7 octobre : « c’est intolérable » Emmanuel Macron furieux après une erreur dans un livre de révision

La parution d’un livre de révision du bac, publié par Hachette, provoque un tollé jusqu’à l’Élysée. En cause : la mention « colons juifs » dans un chapitre consacré aux attentats du Hamas le 7 octobre 2023.

Un livre de révision sur le 7 octobre provoque un tollé

Ce 14 janvier 2026, Emmanuel Macron intervient publiquement sur un sujet hautement sensible : celui de la mémoire des attaques du 7 octobre 2023 en Israël. En cause, un manuel de révision du bac. Ce dernier évoque les attaques du 7 octobre en parlant de « plus de 1 200 colons juifs » tués, une formulation très décriée.

Face à cette présentation jugée biaisée, Emmanuel Macron choisit une réaction publique et ferme. « Un manuel de révision du baccalauréat qui falsifie les faits : c’est intolérable », déclare le président de la République, avant d’ajouter que « le révisionnisme n’a pas sa place en République », sur X. En outre, le chef de l’État insiste sur la gravité de toute relativisation des attaques terroristes du 7 octobre, appelant le gouvernement à agir sans délai.

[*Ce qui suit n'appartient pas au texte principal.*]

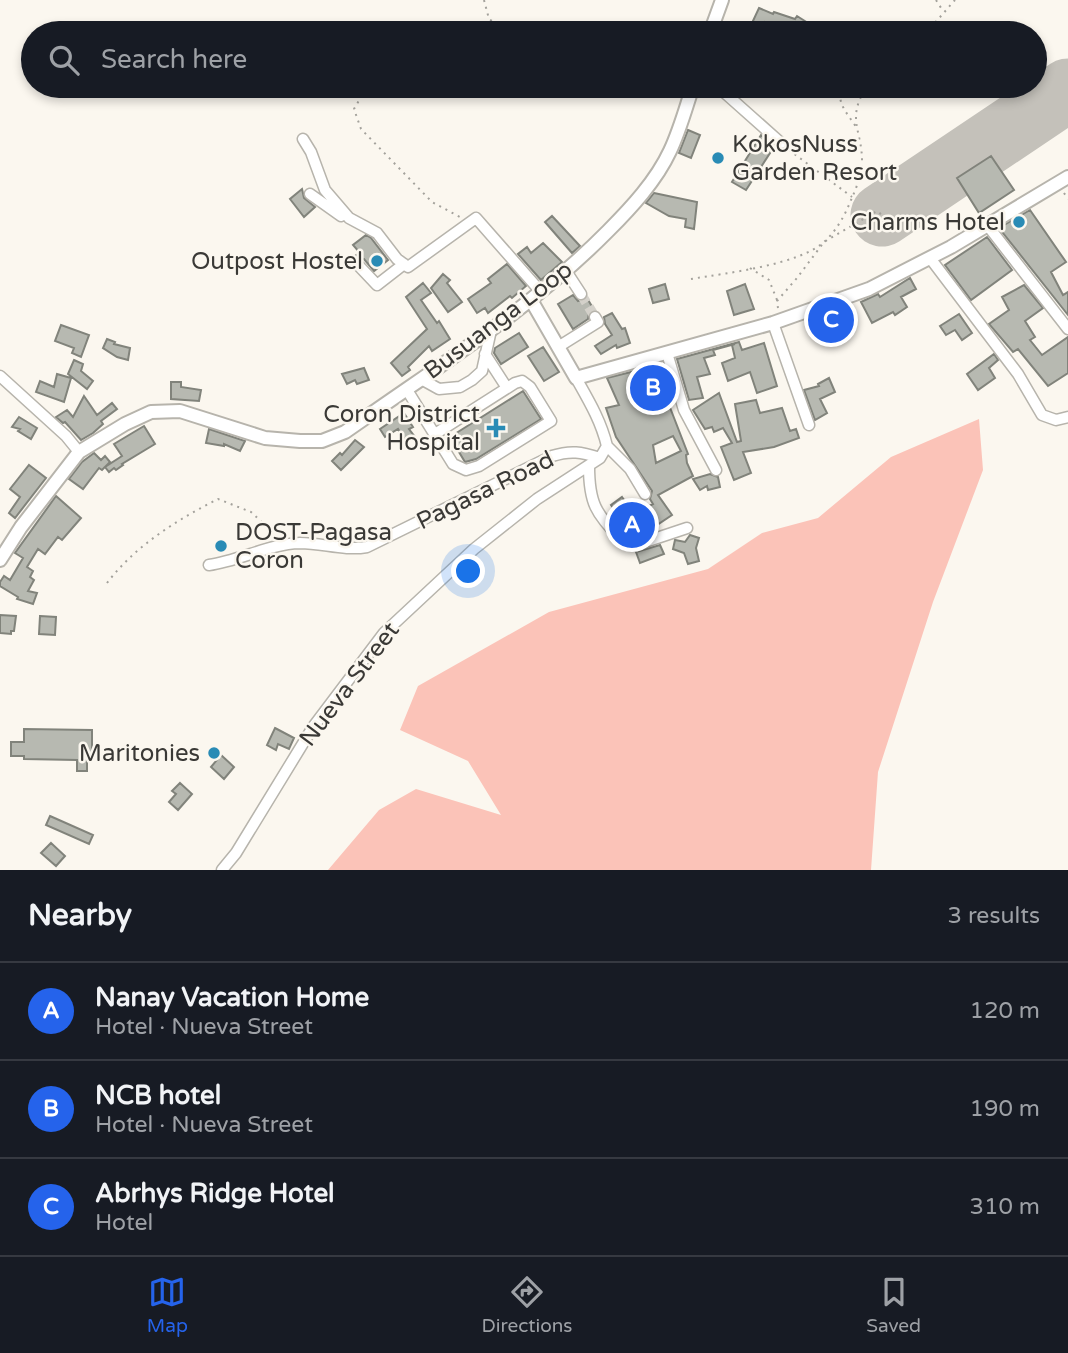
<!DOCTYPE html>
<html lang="en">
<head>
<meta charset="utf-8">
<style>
  body { margin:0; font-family:"Varela Round",sans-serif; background:#242831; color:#f1f3f6 }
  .you { position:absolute; left:469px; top:572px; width:24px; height:24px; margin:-18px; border:5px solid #fff; border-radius:50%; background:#1a73e8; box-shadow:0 0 0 10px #1a73e833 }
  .badge { display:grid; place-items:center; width:46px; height:46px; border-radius:50%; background:#2563eb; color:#fff; font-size:23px; font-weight:700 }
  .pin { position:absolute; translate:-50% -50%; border:4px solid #fff; box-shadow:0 2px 7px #0006 }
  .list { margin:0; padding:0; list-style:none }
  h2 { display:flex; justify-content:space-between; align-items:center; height:91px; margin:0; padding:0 28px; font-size:30px }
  h2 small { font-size:23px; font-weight:400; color:#9ea1a6 }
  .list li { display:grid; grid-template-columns:46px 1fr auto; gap:21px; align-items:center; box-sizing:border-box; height:98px; padding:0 28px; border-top:2px solid #363941 }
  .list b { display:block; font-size:26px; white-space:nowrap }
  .list p { margin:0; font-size:23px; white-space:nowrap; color:#9ea1a6 }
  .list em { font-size:23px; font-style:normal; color:#9ea1a6 }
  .icon { flex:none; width:38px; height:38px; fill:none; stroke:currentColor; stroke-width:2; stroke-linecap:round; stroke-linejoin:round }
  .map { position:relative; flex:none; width:1068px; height:870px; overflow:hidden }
  .search { position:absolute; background:#171b24; box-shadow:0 4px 10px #0003; left:21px; right:21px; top:21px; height:77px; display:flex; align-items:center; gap:18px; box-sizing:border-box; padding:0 24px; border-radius:38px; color:#9ea1a6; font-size:26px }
  .sheet { height:385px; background:#171b24 }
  nav { display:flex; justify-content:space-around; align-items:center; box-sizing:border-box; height:98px; border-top:2px solid #363941; background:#171b24; font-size:19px; color:#9ea1a6 }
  nav a { display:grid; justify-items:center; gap:4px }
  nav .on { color:#2563eb }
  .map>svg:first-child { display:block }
  .green { fill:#fbc3b8 }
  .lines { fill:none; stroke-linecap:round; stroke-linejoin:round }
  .runway { stroke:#c4c1ba; stroke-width:63 }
  .building { fill:#b7b9b1; stroke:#81837b; stroke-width:2; fill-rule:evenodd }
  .minor-tunnel { stroke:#d4d1ca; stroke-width:10; stroke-dasharray:10 5; stroke-linecap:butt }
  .minor-casing { stroke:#b7b4ac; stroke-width:13 }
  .major-casing { stroke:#b7b4ac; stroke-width:16 }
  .path { stroke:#a4a29c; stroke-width:2; stroke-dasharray:2 5; stroke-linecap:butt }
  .minor { stroke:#fff; stroke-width:10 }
  .major { stroke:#fff; stroke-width:12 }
  .poi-dot { fill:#298bb5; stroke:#fbf7ef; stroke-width:2.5 }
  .labels { text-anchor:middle; stroke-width:5; stroke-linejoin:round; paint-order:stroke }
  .poi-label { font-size:24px; fill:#3a3936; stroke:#fbf7ef; text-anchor:end }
  .street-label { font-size:24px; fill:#3a3936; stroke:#fbf7ef }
</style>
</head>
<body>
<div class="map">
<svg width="1068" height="870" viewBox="0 0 1068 870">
  <rect width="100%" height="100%" fill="#fbf7ef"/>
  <path class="green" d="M979,419L983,470L933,602L878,772L871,870H328L379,810L416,789L501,815L468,761L400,730L418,686L549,612L708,569L762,533L818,518L891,457Z"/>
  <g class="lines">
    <path class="runway" d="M882,215L1068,90"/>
  </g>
  <path class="building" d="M759,8L773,14L774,12L795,19L797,16L808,23L802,33H786L788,30L765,22L763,28L752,23Z
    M688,130L700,135L691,158L679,153Z
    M761,135L774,147L746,190L732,182Z
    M991,156L1014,190L979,213L957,178Z
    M302,189L304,198L315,207L304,217L290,199Z
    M654,193L697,202L694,229L685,227L686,219L669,216L646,203Z
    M1030,210L1066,262L1051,272L1063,295L1068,292V315L999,228Z
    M552,216L580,246L572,253L545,222Z
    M366,235L371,238L388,260L374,271L364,259L354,260L349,267L346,261L360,253L353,245Z
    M987,237L1012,270L971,300L945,265Z
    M543,243L562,262L541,280L518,254L527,247L531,253Z
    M507,264L526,286L512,298L510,296L488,313L485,308L477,313L468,299L491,283L488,279Z
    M443,274L450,280L447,283L462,302L448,312L431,288Z
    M910,278L916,289L901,297L907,307L895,315L893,312L872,323L861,302L878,294L880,297Z
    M423,283L431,293L421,300L437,323L439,321L450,339L432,351L429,346L408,367L410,370L402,376L391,363L427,329L406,297Z
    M665,284L669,299L653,303L649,289Z
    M745,284L754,309L734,315L727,291Z
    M1024,285L1043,308L1025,321L1035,337L1030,340L1042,355L1068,337V373L1048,386L1018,349L1013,352L989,324L1009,310L1002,297Z
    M573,295L578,301L587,298L594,310L589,313L588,319L573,329L558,304Z
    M838,309L844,325L825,332L819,316Z
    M612,313L622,329L625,328L630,343L617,348L616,345L601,354L595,346L612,335L605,324L604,317Z
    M959,314L972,333L962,340L955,330L946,335L940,326Z
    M61,325L89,335L81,357L72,353L74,348L55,341Z
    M519,333L528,347L501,364L494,353L495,348Z
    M107,339L115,342L114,344L130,348L128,360L117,357L103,348Z
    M739,342L742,350L764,343L777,386L757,393L750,372L728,381L722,363L735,358L732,345L735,344L713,350L715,355L704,358L710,374L697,377L703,398L689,400L677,359Z
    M543,347L559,372L544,381L528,356Z
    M994,354L998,360L989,368L995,378L978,390L967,374Z
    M74,360L83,364L81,371L93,381L87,389L68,374Z
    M364,368L369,380L357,384L355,380L347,384L342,374Z
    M635,371L641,390L648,385L653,392L656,389L669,405L688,454L686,455L687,463L693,476L658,495L672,515L654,527L645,512L651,508L649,506L653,504L650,499L652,491L616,437L606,408L619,405L607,378ZM673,436L681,451L656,463L653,445Z
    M57,374L71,378L64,402L36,392L40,381L54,387Z
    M829,378L835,392L820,399L827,413L815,420L804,390L819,386L818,384Z
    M171,382H181V387L201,390L199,401L171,399Z
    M523,391L541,419L476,459L465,462L450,437Z
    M719,393L737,442L741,441L735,404L756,400L760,413L782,408L790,431L796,429L799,438L774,447L743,452L751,473L734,480L721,447L732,443L723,428L714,432L712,427L705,429L693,410Z
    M84,396L97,415L112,403L117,409L101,421L103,424L93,433L81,440L65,422L63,423L56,417L67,410L73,417Z
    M404,413L413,427L409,429L415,437L406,442L398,429L385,437L380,429Z
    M19,417L37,428L31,439L18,431L20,429L12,427Z
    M144,426L155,444L122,464L123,465L116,470L114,468L109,472L105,467L122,456L114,444Z
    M209,429L245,441L240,451L224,444V446L206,443Z
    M355,440L364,447L341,470L332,461L340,453L342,455Z
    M94,453L101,460L105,456L110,462L102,470L99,468L83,489L69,479L82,462Z
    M29,465L46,478L15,518L9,513L20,497L10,489Z
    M710,474L718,477L720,487L708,490L707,486L700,490L693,479Z
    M56,496L81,518L62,540L58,537L45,554L38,549L27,567L33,571L30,577L34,580L28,591L37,593L33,604L17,599L18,597L0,586V582L4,576L10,580L23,558L15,553Z
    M622,497L638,519L627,528L611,505Z
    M690,535L699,538L696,548L699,561L688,564L684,553L673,549L675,540L685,542Z
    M660,545L664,554L640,563L636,552Z
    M0,615L16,616L14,631H11V634L0,633Z
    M40,616L56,617L55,635L39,634Z
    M275,728L294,738L289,749L278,744L276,750L267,745Z
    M24,729L92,730V760H87V771H77V760L24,759V756H11V742H24Z
    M221,755L234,767L224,779L211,767Z
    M180,783L192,794L178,810L169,802L176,794L172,791Z
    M50,816L93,835L89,844L46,825Z
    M51,843L65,856L56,866L41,853Z"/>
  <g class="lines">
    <path class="minor-tunnel" d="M581,294L595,317"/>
    <g class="minor-casing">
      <path id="minor" d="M717,86L781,143
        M303,139L311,152L325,190L349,218L377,233L397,259L408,267L476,218L541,292
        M310,194L341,216
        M988,226L1068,329
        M930,258L1018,374L1042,415L1056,420L1068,417
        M359,266L377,285L404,264
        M566,271L581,294
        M773,323L809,425
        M558,347L598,322L595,317
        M667,353L684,410L716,470
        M485,354L507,388
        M0,376L66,436L79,452
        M421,379L439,389L460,387L472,380L482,371L491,330
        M407,390L453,464L466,470L479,466L551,421L530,387L522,381L515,383L435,434
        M607,446L630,469L645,494
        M589,466C589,508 598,514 625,544L636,545L687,528
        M209,565C239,561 269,544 300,543C323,543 344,551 367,547L552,456C571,450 581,452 600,458
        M222,870L236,853L313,727L384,633L474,549L537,499L600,458L607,446C601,421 589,401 576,378"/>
    </g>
    <g class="major-casing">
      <path id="major" d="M710,33L722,0
        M531,300L576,378L773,323L869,289L951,247L1068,177
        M0,560L21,527L79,452L125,424L151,412L180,411L265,438L300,441H322L345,432L368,416C451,358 537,303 608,231C631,208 656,181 670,151C680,130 686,107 693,86"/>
    </g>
    <path class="path" d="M484,0L489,19L503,28H523L531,33
      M936,0L943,11
      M926,33L955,0
      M381,86L361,97L354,109L361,129L432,202L460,217
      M842,86C835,102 848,114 856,127
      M789,150L852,197
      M1064,193L1068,199
      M750,268L769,280L777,300
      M691,279C726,273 800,265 825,241C837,230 845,215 851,200C856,189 861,176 862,164C863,130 845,120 867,86
      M778,308L777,301L797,278L824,242L877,211L882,215
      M107,583C136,545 177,520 218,499L251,512L276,535"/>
    <use href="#minor" class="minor"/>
    <use href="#major" class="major"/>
  </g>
  <g class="poi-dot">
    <circle cx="718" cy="158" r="7"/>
    <circle cx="1019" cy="222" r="7"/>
    <circle cx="377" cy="261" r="7"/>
    <path d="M492.5 417.5h7v7h7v7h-7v7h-7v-7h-7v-7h7z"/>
    <circle cx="221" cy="546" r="7"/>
    <circle cx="214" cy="753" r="7"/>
  </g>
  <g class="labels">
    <g class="poi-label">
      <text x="732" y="152" text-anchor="start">KokosNuss<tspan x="732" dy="28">Garden Resort</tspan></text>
      <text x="1005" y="230">Charms Hotel</text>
      <text x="363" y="269">Outpost Hostel</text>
      <text x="480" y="422">Coron District<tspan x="480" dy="28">Hospital</tspan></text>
      <text x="235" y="540" text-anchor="start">DOST-Pagasa<tspan x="235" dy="28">Coron</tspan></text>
      <text x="200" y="761">Maritonies</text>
    </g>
    <g class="street-label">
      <text transform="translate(498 320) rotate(-37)" y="8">Busuanga Loop</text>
      <text transform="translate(485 490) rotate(-26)" y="8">Pagasa Road</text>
      <text transform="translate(349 684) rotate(-53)" y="8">Nueva Street</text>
    </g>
  </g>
</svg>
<div class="you"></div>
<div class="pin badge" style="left:632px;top:525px">A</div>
<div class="pin badge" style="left:653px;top:388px">B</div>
<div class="pin badge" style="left:831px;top:320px">C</div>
<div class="search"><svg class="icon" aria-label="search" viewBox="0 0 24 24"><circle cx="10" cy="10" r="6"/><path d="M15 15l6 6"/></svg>Search here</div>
</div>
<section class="sheet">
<h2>Nearby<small>3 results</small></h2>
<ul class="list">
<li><span class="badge">A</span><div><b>Nanay Vacation Home</b><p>Hotel · Nueva Street</p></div><em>120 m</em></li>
<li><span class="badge">B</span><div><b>NCB hotel</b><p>Hotel · Nueva Street</p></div><em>190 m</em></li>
<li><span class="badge">C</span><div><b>Abrhys Ridge Hotel</b><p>Hotel</p></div><em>310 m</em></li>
</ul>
</section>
<nav>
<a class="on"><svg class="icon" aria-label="map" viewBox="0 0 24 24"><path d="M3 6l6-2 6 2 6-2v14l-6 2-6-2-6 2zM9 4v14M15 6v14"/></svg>Map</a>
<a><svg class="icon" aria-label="directions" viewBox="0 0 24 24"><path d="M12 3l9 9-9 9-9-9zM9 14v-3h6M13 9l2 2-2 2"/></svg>Directions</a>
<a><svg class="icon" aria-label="saved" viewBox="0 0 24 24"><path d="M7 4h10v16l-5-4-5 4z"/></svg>Saved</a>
</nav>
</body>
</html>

Dans ce contexte, le 7 octobre devient un marqueur central du débat. D’une part, il s’agit d’un événement traumatique majeur, dont la narration fait l’objet de tensions internationales. D’autre part, son traitement dans un livre destiné à des lycéens pose la question de la transmission rigoureuse des faits historiques, alors même que le baccalauréat constitue un jalon essentiel du système éducatif français.

Emmanuel Macron, Hachette et la responsabilité éditoriale

La réaction d’Emmanuel Macron entraîne rapidement des conséquences concrètes pour l’éditeur concerné. Hachette Livre annonce, le jour même, le rappel immédiat de trois ouvrages parascolaires de la collection « Objectif Bac Terminale ». Dans un communiqué, le groupe reconnaît la présence d’un « contenu erroné » concernant les événements du 7 octobre et précise que les exemplaires non vendus seront retirés du marché.

Cette décision intervient alors que la pression politique s’intensifie. Le ministre de l’Éducation nationale, Édouard Geffray, dénonce à son tour une « falsification des faits » et une « atteinte à la dignité des victimes du terrorisme ». Il rappelle, par ailleurs, que les ouvrages à destination des élèves doivent répondre à une exigence absolue de neutralité et de précision.

Hachette Livre, acteur majeur de l’édition scolaire, se retrouve ainsi au cœur d’un débat dépassant le simple cadre éditorial. Arnaud Lagardère, dirigeant du groupe, présente ses excuses publiques et annonce l’ouverture d’une enquête interne. L’objectif affiché est de comprendre comment une telle formulation a pu passer les contrôles éditoriaux, alors que le 7 octobre reste un sujet d’actualité brûlant et politiquement chargé.

Dans le même temps, Emmanuel Macron insiste sur la dimension républicaine de l’enjeu. En soulignant que le révisionnisme n’a « pas sa place », il inscrit cette affaire dans une lutte plus large contre la désinformation et la manipulation des faits historiques, particulièrement lorsqu’ils concernent le terrorisme et les violences de masse.